I guarantee you a child is worth more than that. I would pay that 10x over for my baby. And living life without regret is priceless! My SIL had 6 rounds ($5,000 each in Australia) and they all failed but she says at least she can live with herself everyday knowing she tried everything.
And I don't know what country your in but that price seems pretty high, I think if u looked into it its not that much.

Thank you for taking the time to read my post and reply. Just wanted to say that it's not that I don't want to spend the money on IVF, it's that I don't think it is financially possible within our means. Technically it is, but we have just enough in savings for one try. If it fails we sit there devastated, broken hearted, hating life more than before, and broke. Don't get me wrong, we both have jobs and can pay the bills, but I don't know if I could personally handle that amount of sadness if it didn't work. I have a pretty good ability to judge what I think I would do in a certain situation, but that one is too iffy for me. I think if we spent our entire savings to only end up in a darker place than before, I don't know what I would do or what would happen to me. I am well aware a child is worth more than that and I would as well pay ten million dollars if I had to, but the sad reality of financial obstacles is the true reality.

Also, I am in the United States and in my area, and most areas that is the cost. The cheapest clinic in my area which is 4 hours away is $14,000, that's just standard IVF using my eggs and dh sperm, the anesthesia isn't included in that price and is paid to a separate place and is $1500. And the pricing just gets high from there for the clinics that are in my area, most about 3.5 to 5.5 hours away. Believe me if I had an endless income I would do IVF everyday if I could! (not literally obviously).

I am happy for you that you managed to conceive and have a precious little one. I wish you the best in life :)

I could not have explained that any better myself. I have wanted to reply to that post for several days but haven't because I couldn't figure out how to word it.

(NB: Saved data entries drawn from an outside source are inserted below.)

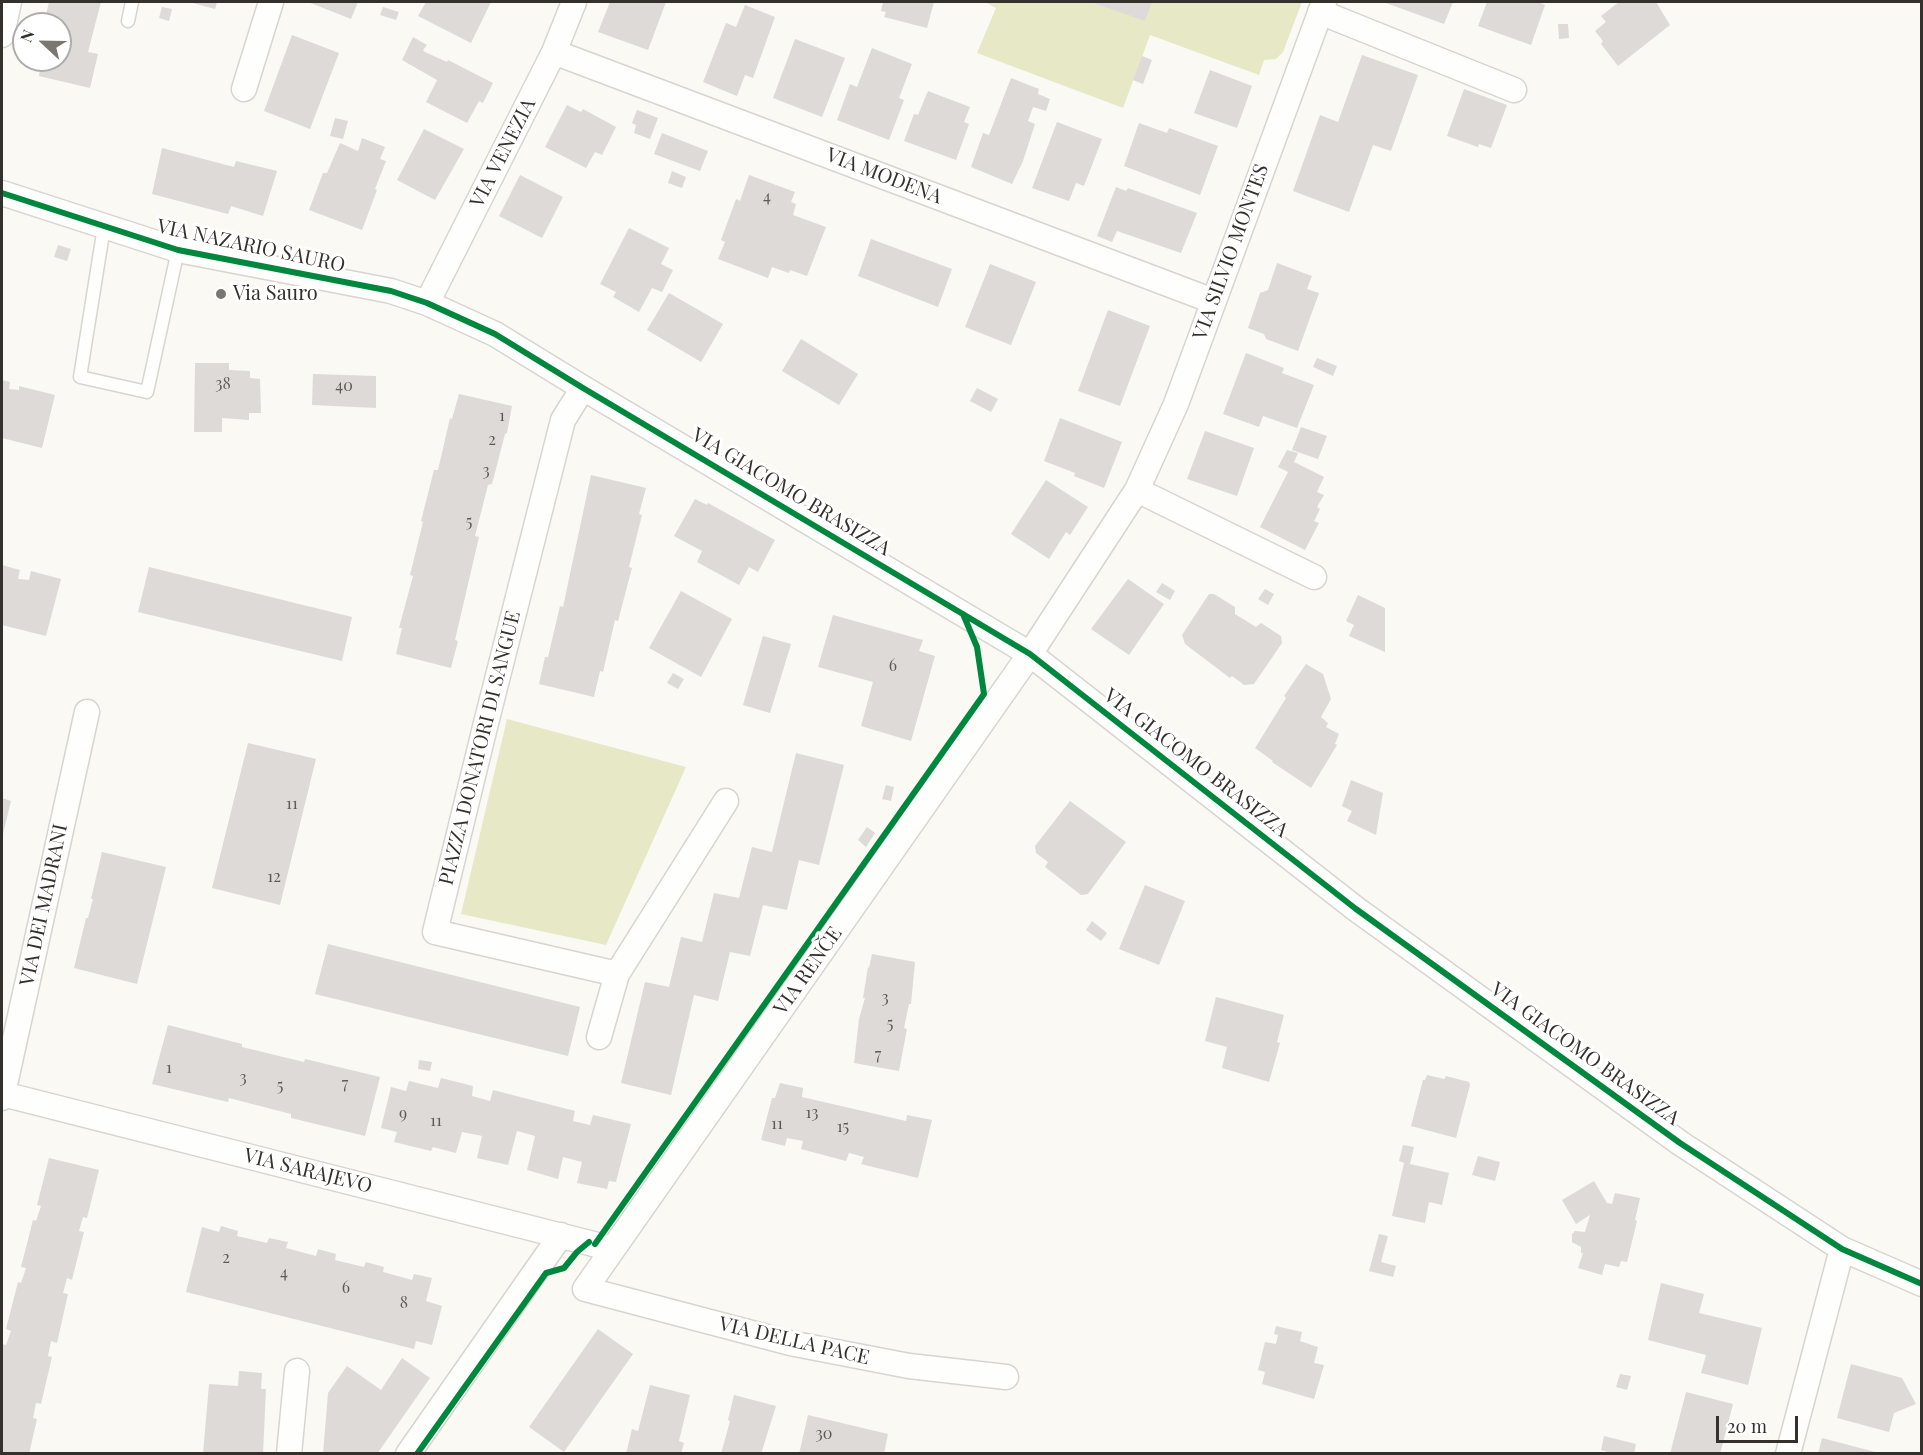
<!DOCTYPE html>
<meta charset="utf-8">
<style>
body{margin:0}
#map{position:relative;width:1923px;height:1455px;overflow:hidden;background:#faf9f4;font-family:"Playfair Display",serif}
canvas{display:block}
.frame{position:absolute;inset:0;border:3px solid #34312c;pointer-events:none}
.north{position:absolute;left:12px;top:12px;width:60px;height:60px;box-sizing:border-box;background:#fff;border:2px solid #aeadab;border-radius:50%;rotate:292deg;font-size:16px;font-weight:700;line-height:24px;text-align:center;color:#34312c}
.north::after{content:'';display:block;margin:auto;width:21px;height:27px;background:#797772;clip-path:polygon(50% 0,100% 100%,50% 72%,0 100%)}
.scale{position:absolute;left:1716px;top:1416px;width:82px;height:27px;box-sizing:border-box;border:3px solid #34312c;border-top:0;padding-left:8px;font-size:18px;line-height:21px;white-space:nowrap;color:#34312c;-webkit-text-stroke:4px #fff;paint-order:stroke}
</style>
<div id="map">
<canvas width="1923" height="1455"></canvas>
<div class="frame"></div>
<div class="north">N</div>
<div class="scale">20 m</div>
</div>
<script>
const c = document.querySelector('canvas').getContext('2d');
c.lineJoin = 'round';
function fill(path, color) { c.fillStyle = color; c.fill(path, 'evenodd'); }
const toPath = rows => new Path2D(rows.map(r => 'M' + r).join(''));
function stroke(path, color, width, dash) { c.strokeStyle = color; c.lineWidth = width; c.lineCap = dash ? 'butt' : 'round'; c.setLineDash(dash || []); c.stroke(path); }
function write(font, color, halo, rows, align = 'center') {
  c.font = font + ' "Playfair Display",serif'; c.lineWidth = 6; c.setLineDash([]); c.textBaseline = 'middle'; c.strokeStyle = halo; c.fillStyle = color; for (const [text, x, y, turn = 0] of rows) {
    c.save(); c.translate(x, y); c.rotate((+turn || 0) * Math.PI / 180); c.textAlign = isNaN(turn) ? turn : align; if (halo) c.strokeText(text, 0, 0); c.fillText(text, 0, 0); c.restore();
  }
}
fill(toPath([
 [985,2,1302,2,1283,52,1276,59,1264,60,1259,75,1150,35,1123,108,977,53,996,8],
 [507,719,686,767,606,945,461,914]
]), '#e7e8c6');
fill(toPath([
 [49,2,101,2,88,52,98,54,90,88,39,76,41,63,34,60,60,60,60,24,44,24],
 [189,2,217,2,215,9],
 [308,2,358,2,351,19],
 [426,2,491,2,471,43,418,16],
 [610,2,666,2,648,50,598,32],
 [883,2,934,2,927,28,884,17,886,12,881,11],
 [1091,2,1152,2,1145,21],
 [1383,2,1453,2,1444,24],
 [1487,2,1540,2,1540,3,1545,5,1531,45,1478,26],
 [1619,2,1656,2,1670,25,1618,66,1601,44,1603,41,1595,31,1606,22,1601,16],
 [745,5,775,17,753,78,745,75,737,96,703,82,726,23,736,27],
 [162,7,172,9,169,21,159,18],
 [383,7,399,12,396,20,380,15],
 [1558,24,1568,24,1569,38,1559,39],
 [292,35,339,53,310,129,264,111],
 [413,37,427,45,423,50,425,52,447,62,448,60,493,83,483,103,479,101,467,123,426,102,437,80,402,60],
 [795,39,845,58,822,117,773,98],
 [872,48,912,64,899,98,904,100,889,140,837,120,850,84,857,87],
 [1362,55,1418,75,1391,151,1373,145,1349,212,1293,191,1320,115,1338,122],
 [1142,56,1152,60,1143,84,1133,80],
 [1210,70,1252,86,1237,128,1194,113],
 [1011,78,1039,89,1038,94,1050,99,1046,111,1033,107,1028,121,1035,124,1023,161,1012,184,971,167,983,133,989,135],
 [1464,89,1507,105,1491,148,1479,144,1478,147,1447,136],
 [928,91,970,107,964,122,969,124,956,160,904,141,914,114,918,115],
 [567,105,581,112,583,109,616,127,602,155,595,152,586,168,545,147],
 [637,110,658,118,650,139,634,133,636,125,632,123],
 [335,118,348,121,343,139,330,136],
 [1057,122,1102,139,1084,186,1076,183,1069,201,1032,188],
 [1139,123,1167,133,1169,128,1218,146,1200,195,1124,166],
 [424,129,464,149,435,200,397,180],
 [662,133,708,151,700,171,654,154],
 [362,138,385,147,380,159,386,161,375,189,377,190,362,230,309,210,323,173,327,173,340,143,358,151],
 [162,148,234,167,236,161,277,171,263,216,231,206,228,214,152,194],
 [672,171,686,177,682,188,668,183],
 [520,175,563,197,542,238,499,216],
 [749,175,795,192,791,202,796,204,793,215,826,227,807,276,790,270,789,273,772,267,768,278,718,259,725,242,721,240,736,199,740,201],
 [1116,187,1126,191,1128,188,1197,213,1181,253,1117,231,1112,242,1097,236],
 [629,228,669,248,661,264,673,270,662,292,652,288,639,312,613,297,616,292,600,284],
 [871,239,952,269,938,307,858,276],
 [58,245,71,249,67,261,54,257],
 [1277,263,1312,276,1307,289,1319,293,1298,351,1266,339,1264,334,1248,328,1260,293,1268,290],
 [990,264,1036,282,1011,345,965,327],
 [669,293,723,324,701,362,647,330],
 [1108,310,1150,326,1120,406,1078,391],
 [801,339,858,374,839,405,782,371],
 [1246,353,1284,368,1282,373,1314,385,1297,428,1263,416,1259,427,1223,414],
 [1317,358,1337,366,1333,376,1313,367],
 [195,363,229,363,229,370,250,371,250,378,260,379,261,413,249,413,249,420,222,418,222,432,194,432],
 [313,374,376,376,376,408,312,405],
 [2,380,10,382,9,389,19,390,19,386,55,395,42,448,2,438],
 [977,388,998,399,991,412,970,401],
 [459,394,512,406,507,433,505,434,492,484,488,485,475,536,479,537,455,640,458,641,451,668,396,654,402,628,399,628,413,576,410,575,423,522,421,521,434,470,438,470,450,418,452,419],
 [1060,418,1122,442,1104,488,1074,476,1075,473,1044,461],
 [1301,427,1327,436,1318,459,1292,450],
 [1205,431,1254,448,1237,496,1187,479],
 [1287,450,1298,453,1294,462,1324,477,1317,492,1324,495,1317,507,1320,509,1314,521,1319,523,1305,550,1260,527,1288,472,1278,467],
 [591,475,646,488,639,514,642,515,629,567,632,568,618,621,615,620,603,672,600,671,594,697,539,684,545,657,548,657,560,606,563,607],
 [1046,480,1088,507,1070,535,1066,532,1049,559,1011,534],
 [695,499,707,505,708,503,775,540,758,572,749,567,739,585,697,562,702,551,674,536],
 [2,565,20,570,18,579,29,580,31,571,61,579,46,636,2,625],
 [149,567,352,617,342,661,138,612],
 [1128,579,1164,604,1129,655,1091,629],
 [1162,583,1175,591,1170,600,1156,592],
 [1265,589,1274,594,1268,605,1258,599],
 [681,591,732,619,701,677,649,648],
 [1209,594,1214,594,1235,607,1235,614,1256,627,1261,623,1281,636,1282,643,1254,684,1244,685,1232,676,1230,678,1185,644,1182,635],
 [1358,595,1385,608,1385,652,1349,636,1354,625,1346,621],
 [833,615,923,640,919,651,935,656,911,741,861,726,873,682,818,667],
 [763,636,791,644,770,713,743,705],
 [1306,664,1323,674,1331,699,1321,717,1328,723,1326,727,1339,734,1335,744,1337,745,1311,788,1272,762,1273,761,1255,748,1286,698,1284,696],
 [673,673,684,679,678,689,667,683],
 [248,743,316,759,280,905,212,888],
 [796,753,844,765,819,865,799,860,787,910,763,905,750,956,730,952,718,1001,694,995,671,1095,621,1083,645,982,669,987,681,937,702,942,714,893,739,898,752,847,772,852],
 [1351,780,1383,793,1376,835,1347,821,1352,811,1342,806],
 [886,785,894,787,891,801,882,799],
 [2,798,11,801,2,838],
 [1070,801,1126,842,1088,894,1081,895,1045,867,1048,862,1036,853,1035,846],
 [867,827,875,833,866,847,858,840],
 [102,852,166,867,137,984,74,968,86,918,88,918,93,899,91,899],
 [1145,885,1185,901,1159,965,1119,949],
 [1092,921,1107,933,1101,941,1086,930],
 [328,944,580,1007,568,1056,315,994],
 [872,954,915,962,911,1004,909,1004,904,1028,907,1029,899,1071,854,1063,859,1019,865,998,863,998,868,967,869,968],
 [1216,997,1284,1015,1277,1042,1280,1043,1269,1082,1222,1068,1227,1047,1205,1041],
 [168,1025,242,1044,242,1047,304,1062,305,1059,380,1077,365,1136,291,1118,291,1114,229,1098,228,1102,152,1084],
 [419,1060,432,1062,430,1071,418,1069],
 [1427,1075,1444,1079,1446,1076,1469,1082,1470,1085,1456,1138,1411,1126,1423,1080,1425,1080],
 [441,1078,473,1086,472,1096,490,1101,493,1090,575,1111,573,1121,590,1125,593,1115,631,1124,616,1182,609,1181,607,1189,577,1183,582,1162,563,1157,558,1179,527,1170,535,1136,517,1131,508,1165,477,1158,482,1136,462,1132,456,1153,433,1147,431,1151,394,1142,397,1132,381,1128,391,1087,406,1091,409,1081,438,1088],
 [780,1083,803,1088,802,1097,906,1121,907,1115,932,1120,918,1178,861,1164,864,1157,849,1153,846,1161,801,1149,803,1141,787,1138,785,1146,761,1140,772,1098,775,1098],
 [1403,1145,1414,1147,1410,1164,1449,1173,1442,1205,1429,1202,1425,1223,1392,1216,1404,1163,1399,1161],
 [1478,1156,1500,1162,1495,1181,1472,1175],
 [49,1158,99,1170,87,1218,83,1217,79,1231,84,1232,72,1280,67,1278,63,1293,68,1294,57,1343,51,1341,48,1356,52,1357,41,1404,36,1403,33,1418,37,1419,29,1454,2,1454,2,1344,6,1345,11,1331,6,1329,18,1282,21,1283,26,1268,21,1267,33,1220,36,1221,41,1206,37,1205],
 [1594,1181,1607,1203,1612,1204,1615,1193,1640,1198,1635,1220,1637,1221,1627,1262,1621,1261,1619,1267,1605,1264,1602,1275,1578,1268,1583,1253,1581,1253,1581,1247,1572,1242,1572,1234,1575,1231,1585,1232,1590,1215,1576,1224,1562,1200],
 [221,1226,238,1231,237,1236,267,1243,269,1238,288,1242,286,1248,316,1256,318,1249,336,1254,335,1260,364,1267,366,1262,384,1267,383,1272,412,1280,414,1274,432,1278,426,1301,442,1306,432,1345,416,1341,414,1349,186,1292,202,1227,219,1232],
 [1379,1234,1388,1236,1381,1262,1396,1266,1393,1277,1369,1271],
 [1661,1283,1704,1294,1699,1313,1762,1328,1748,1385,1701,1373,1706,1355,1648,1340],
 [1276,1326,1302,1332,1300,1341,1318,1347,1314,1363,1324,1365,1314,1399,1262,1384,1265,1372,1258,1370,1265,1342,1276,1344,1278,1335,1274,1334],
 [598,1329,633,1354,564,1452,529,1427],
 [402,1358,430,1378,377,1454,323,1454,328,1393,347,1366,381,1390],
 [1851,1364,1902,1378,1916,1404,1894,1413,1889,1432,1837,1418],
 [239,1371,262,1373,261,1389,266,1389,263,1454,203,1454,209,1384,238,1386],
 [1620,1374,1631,1376,1627,1390,1616,1387],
 [650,1385,690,1395,679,1441,684,1443,681,1454,626,1454,632,1429,638,1431],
 [1686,1392,1733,1404,1720,1454,1670,1454],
 [734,1395,776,1406,761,1454,721,1454,730,1421,728,1420],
 [808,1415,888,1434,884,1454,799,1454],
 [1604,1436,1636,1444,1634,1454,1615,1454,1601,1450],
 [1822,1438,1879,1453,1879,1454,1818,1454]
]), '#dedad7');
const service = toPath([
 [128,21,132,2],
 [104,227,80,377,147,392,178,250]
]);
const minor = toPath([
 [1320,12,1514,90],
 [2,35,9,2],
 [554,52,1213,301],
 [244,89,271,2],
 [2,193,178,250,391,291,427,303,495,334,583,388,1030,654,1356,909,1680,1143,1842,1249,1922,1284],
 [427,303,554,52,574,2],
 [583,388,563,420,485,727,435,932,617,974,726,801],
 [1137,490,1314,577],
 [599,1037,617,974],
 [3,1094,613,1249],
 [2,1098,87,712],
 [1006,1377,909,1366,790,1343,585,1289,1030,654,1137,490,1176,404,1324,2],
 [289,1454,297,1371],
 [408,1454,561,1235],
 [1788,1454,1842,1249]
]);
stroke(service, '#d7d5d0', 15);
stroke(minor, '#d7d5d0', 27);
stroke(service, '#fefefd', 12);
stroke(minor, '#fefefd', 24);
stroke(toPath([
 [2,193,178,250,391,291,427,303,495,334,583,388,1030,654,1356,909,1680,1143,1842,1249,1922,1284],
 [595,1244,984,694,977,647,963,614],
 [417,1454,546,1273,564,1268,577,1252,589,1242]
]), '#00873e', 6);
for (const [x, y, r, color] of [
 [221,294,6,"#797772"]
]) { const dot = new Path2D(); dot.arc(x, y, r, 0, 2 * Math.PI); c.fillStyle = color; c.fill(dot); stroke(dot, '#fff', 2); }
write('16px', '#5e5b57', null, [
 ["4",767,197],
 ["38",223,384],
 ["40",344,386],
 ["1",502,416],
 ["2",492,440],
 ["3",486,471],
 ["5",469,522],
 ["6",893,666],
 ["11",292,804],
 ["12",274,877],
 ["3",885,998],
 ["5",890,1024],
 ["7",878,1055],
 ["1",169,1068],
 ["3",243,1078],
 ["7",345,1084],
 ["5",280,1086],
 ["13",812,1113],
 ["9",403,1114],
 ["11",436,1121],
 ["11",777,1124],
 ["15",843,1127],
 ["2",226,1258],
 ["4",284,1273],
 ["6",346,1288],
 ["8",404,1303],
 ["30",824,1434]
]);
write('20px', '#34312c', '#fff', [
 ["VIA VENEZIA",503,153,-63],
 ["VIA MODENA",884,176,21],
 ["VIA NAZARIO SAURO",251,246,12],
 ["VIA SILVIO MONTES",1231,252,-70],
 ["VIA GIACOMO BRASIZZA",791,492,31],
 ["PIAZZA DONATORI DI SANGUE",480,748,-76],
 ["VIA GIACOMO BRASIZZA",1196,763,38],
 ["VIA DEI MADRANI",44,905,-78],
 ["VIA RENČE",808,971,-55],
 ["VIA GIACOMO BRASIZZA",1585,1054,36],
 ["VIA SARAJEVO",308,1171,14],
 ["VIA DELLA PACE",794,1341,13]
]);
write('20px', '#34312c', '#fff', [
 ["Via Sauro",233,294]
], 'left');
</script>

Finances and the lack of insurance that covers fertility treatments is the main reason why my husband and I decided to forgo our dreams of parenthood.
 
I could not have explained that any better myself. I have wanted to reply to that post for several days but haven't because I couldn't figure out how to word it. Finances and the lack of insurance that covers fertility treatments is the main reason why my husband and I decided to forgo our dreams of parenthood.[/QUOTE said:
Thank you. Simply put, finances suck. I wish I lived somewhere where it was cheaper, or that our gov't had some kind of program. I wish I could find a job where I had insurance to cover IVF. I have a friend, so sadly isn't a friend anymore, who worked for a bank and she had all fertility treatments and testing paid for up to $100,000. She did IVF once and it failed, and so she had enough to go for it again and now has a precious baby girl who will be one in just a few months. After she conceived she kept pressuring me to just go for it and not worry about the money because it is "so worth it" as she would say. She told me how happy she was the first time she got morning sickness, etc. I realized that she had been trying to a long time, just like all of us, but when she started rubbing it in my face like that and making me feel guilty for not being able to afford what her insurance gave her for free, we discontinued our friendship to put it lightly. :(

Anyway, just wanted to say thank you for your support. :flower:
 
There are only 15 states right now that require insurance companies to cover infertility diagnosis and treatment. Trust me....we have toyed around with the idea of moving to one of them for quite some time! That just shows you what a mess the US insurance system is!